Pick out each line of the records in which the word "overflow" appears.

::::::

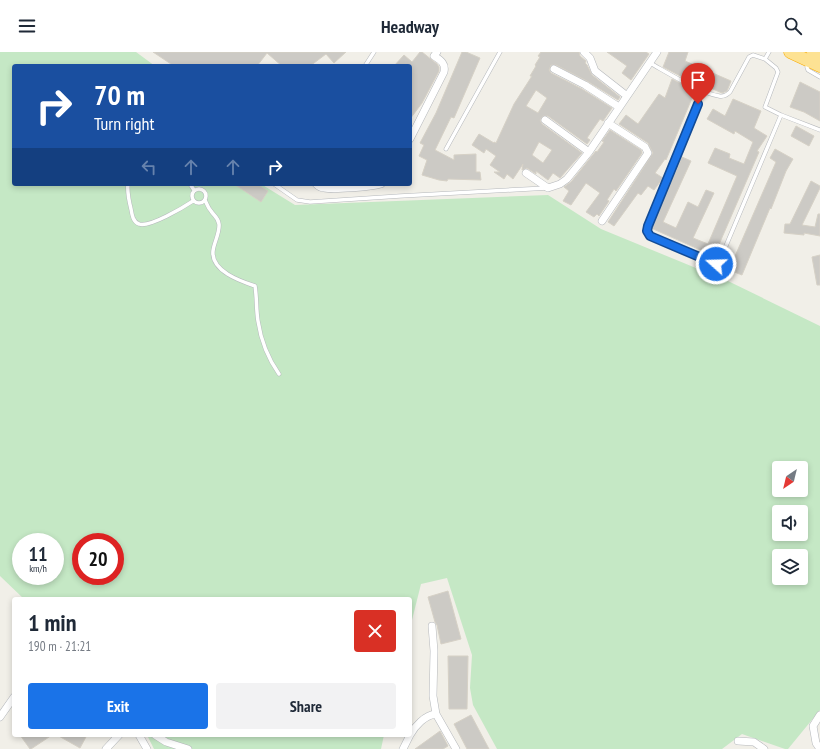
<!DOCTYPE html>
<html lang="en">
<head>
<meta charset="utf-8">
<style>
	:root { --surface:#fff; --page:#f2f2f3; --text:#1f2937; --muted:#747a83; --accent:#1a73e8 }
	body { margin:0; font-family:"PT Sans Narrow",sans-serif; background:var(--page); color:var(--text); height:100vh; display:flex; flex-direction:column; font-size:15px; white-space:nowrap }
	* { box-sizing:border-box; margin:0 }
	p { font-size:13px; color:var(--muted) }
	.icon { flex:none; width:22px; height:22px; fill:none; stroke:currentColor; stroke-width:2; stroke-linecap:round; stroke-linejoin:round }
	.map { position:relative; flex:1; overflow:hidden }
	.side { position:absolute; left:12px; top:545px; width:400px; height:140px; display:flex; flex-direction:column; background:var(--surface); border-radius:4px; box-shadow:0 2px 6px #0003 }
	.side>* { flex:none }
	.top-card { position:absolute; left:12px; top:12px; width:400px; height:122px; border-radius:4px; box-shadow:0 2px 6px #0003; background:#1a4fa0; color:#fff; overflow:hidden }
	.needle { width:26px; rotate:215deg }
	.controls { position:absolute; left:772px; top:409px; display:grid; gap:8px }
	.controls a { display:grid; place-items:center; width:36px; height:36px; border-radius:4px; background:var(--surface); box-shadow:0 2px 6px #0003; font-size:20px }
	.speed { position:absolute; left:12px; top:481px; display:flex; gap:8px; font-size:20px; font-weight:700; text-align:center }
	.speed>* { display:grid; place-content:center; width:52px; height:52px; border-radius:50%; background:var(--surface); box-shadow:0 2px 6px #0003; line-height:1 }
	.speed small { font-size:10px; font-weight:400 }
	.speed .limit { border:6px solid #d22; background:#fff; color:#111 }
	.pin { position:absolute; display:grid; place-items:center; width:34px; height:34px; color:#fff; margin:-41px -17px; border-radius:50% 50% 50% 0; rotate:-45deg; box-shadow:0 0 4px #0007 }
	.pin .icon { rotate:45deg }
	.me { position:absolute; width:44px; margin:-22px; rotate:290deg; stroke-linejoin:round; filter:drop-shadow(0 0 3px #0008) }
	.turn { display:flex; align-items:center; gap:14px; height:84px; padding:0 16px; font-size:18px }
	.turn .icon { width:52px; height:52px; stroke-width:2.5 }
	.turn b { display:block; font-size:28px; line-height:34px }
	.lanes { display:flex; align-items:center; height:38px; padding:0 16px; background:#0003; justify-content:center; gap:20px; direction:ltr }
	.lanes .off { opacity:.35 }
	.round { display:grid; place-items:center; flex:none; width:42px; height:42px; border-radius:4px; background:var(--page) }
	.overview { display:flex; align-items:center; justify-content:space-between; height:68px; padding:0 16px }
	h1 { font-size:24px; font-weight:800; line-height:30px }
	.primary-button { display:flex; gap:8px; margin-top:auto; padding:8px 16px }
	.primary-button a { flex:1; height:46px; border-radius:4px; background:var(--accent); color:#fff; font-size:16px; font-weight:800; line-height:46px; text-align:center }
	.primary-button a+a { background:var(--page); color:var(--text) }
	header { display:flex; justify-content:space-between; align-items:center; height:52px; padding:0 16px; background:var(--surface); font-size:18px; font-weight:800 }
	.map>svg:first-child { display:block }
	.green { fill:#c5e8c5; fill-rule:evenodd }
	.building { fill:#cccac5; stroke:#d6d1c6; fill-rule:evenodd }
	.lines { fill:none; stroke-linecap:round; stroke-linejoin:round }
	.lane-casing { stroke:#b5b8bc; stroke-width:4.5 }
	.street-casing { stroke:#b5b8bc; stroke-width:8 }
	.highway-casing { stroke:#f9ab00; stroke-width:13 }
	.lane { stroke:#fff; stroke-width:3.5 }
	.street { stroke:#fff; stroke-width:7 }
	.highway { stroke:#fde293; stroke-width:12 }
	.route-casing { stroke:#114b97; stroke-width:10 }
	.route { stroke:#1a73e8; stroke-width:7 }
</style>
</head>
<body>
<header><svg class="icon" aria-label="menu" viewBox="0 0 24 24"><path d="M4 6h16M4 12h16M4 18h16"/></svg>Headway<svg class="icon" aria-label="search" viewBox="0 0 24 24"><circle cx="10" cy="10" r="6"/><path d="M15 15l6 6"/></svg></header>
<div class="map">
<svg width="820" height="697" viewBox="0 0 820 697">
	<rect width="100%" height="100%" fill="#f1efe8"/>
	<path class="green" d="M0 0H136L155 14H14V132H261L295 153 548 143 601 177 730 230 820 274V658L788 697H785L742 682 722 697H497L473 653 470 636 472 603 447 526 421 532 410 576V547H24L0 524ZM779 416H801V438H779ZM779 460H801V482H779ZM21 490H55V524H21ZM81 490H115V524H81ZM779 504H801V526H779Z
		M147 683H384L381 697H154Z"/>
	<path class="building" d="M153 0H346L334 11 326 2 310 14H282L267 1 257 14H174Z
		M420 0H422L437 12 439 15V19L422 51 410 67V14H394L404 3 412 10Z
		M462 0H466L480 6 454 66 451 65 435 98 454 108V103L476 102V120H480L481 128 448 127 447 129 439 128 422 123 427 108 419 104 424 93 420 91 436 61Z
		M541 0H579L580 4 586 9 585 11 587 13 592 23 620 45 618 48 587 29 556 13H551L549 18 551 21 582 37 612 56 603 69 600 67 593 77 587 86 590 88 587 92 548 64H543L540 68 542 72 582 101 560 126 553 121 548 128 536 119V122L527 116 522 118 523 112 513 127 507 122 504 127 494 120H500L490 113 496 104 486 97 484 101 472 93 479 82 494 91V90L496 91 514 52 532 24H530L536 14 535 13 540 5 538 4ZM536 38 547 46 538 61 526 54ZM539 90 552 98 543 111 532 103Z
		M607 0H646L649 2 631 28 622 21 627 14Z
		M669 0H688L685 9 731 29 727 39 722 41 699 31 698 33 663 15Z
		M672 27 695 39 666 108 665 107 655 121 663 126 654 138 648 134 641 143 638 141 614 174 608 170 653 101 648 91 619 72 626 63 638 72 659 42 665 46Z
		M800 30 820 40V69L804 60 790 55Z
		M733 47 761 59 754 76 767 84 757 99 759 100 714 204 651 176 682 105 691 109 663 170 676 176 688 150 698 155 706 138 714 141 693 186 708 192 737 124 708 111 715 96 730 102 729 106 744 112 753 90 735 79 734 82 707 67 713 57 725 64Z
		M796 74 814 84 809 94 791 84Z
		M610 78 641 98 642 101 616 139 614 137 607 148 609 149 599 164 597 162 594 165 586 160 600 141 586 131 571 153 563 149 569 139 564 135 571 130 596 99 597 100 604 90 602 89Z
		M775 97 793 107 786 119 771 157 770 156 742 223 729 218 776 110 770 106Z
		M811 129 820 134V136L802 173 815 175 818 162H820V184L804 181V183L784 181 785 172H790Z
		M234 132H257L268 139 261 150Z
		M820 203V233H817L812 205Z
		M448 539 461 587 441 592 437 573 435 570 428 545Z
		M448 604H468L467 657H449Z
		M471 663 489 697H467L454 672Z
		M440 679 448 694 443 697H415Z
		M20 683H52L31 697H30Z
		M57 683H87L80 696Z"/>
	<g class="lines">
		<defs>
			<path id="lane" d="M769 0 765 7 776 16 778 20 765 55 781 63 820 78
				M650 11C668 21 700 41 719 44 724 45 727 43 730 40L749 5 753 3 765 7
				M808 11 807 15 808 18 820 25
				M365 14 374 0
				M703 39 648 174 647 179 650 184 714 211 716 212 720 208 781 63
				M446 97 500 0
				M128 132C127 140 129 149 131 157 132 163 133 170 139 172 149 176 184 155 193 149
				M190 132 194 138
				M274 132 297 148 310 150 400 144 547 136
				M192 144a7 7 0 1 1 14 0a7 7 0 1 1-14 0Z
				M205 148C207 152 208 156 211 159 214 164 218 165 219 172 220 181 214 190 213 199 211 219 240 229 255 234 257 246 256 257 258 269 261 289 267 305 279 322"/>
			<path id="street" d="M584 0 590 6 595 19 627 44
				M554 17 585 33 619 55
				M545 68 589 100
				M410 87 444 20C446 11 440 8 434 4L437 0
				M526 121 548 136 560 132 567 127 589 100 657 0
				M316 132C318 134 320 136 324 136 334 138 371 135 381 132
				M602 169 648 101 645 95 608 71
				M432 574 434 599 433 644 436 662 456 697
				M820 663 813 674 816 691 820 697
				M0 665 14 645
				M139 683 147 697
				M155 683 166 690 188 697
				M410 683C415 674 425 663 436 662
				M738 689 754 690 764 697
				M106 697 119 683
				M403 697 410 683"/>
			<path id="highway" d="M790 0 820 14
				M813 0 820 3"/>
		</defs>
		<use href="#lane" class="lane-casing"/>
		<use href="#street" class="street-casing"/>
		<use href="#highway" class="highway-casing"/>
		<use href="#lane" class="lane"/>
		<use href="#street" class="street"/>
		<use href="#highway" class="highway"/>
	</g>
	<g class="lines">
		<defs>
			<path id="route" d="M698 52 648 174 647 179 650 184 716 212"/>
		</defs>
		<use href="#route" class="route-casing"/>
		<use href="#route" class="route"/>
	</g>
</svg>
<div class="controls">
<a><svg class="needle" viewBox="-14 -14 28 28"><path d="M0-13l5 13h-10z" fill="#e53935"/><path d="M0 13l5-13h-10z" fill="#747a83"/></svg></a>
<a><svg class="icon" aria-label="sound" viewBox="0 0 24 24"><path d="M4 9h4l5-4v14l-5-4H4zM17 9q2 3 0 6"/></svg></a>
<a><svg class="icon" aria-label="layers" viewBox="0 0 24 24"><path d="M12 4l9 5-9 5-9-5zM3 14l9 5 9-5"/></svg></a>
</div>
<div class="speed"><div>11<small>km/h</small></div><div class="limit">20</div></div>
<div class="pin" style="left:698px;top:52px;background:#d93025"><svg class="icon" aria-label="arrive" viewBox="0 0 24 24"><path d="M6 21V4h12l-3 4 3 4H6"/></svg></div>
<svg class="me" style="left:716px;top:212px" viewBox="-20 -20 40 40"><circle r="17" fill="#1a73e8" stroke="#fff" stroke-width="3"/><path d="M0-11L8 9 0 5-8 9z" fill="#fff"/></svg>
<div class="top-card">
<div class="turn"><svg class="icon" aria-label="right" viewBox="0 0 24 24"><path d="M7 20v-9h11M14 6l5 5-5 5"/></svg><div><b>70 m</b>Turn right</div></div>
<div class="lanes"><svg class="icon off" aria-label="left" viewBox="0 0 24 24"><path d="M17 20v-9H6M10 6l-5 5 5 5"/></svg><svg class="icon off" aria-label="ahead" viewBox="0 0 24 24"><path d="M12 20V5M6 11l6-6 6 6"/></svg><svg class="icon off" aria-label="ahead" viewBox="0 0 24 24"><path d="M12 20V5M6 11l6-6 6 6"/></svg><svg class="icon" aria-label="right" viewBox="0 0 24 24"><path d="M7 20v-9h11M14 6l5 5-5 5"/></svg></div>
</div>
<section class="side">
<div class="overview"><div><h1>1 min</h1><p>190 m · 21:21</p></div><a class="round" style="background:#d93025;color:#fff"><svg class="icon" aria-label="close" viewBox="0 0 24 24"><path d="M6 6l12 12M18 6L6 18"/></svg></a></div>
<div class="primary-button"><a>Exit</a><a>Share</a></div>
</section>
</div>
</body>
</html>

::::::

*EXPECTED ANSWER*
	.map { position:relative; flex:1; overflow:hidden }
	.top-card { position:absolute; left:12px; top:12px; width:400px; height:122px; border-radius:4px; box-shadow:0 2px 6px #0003; background:#1a4fa0; color:#fff; overflow:hidden }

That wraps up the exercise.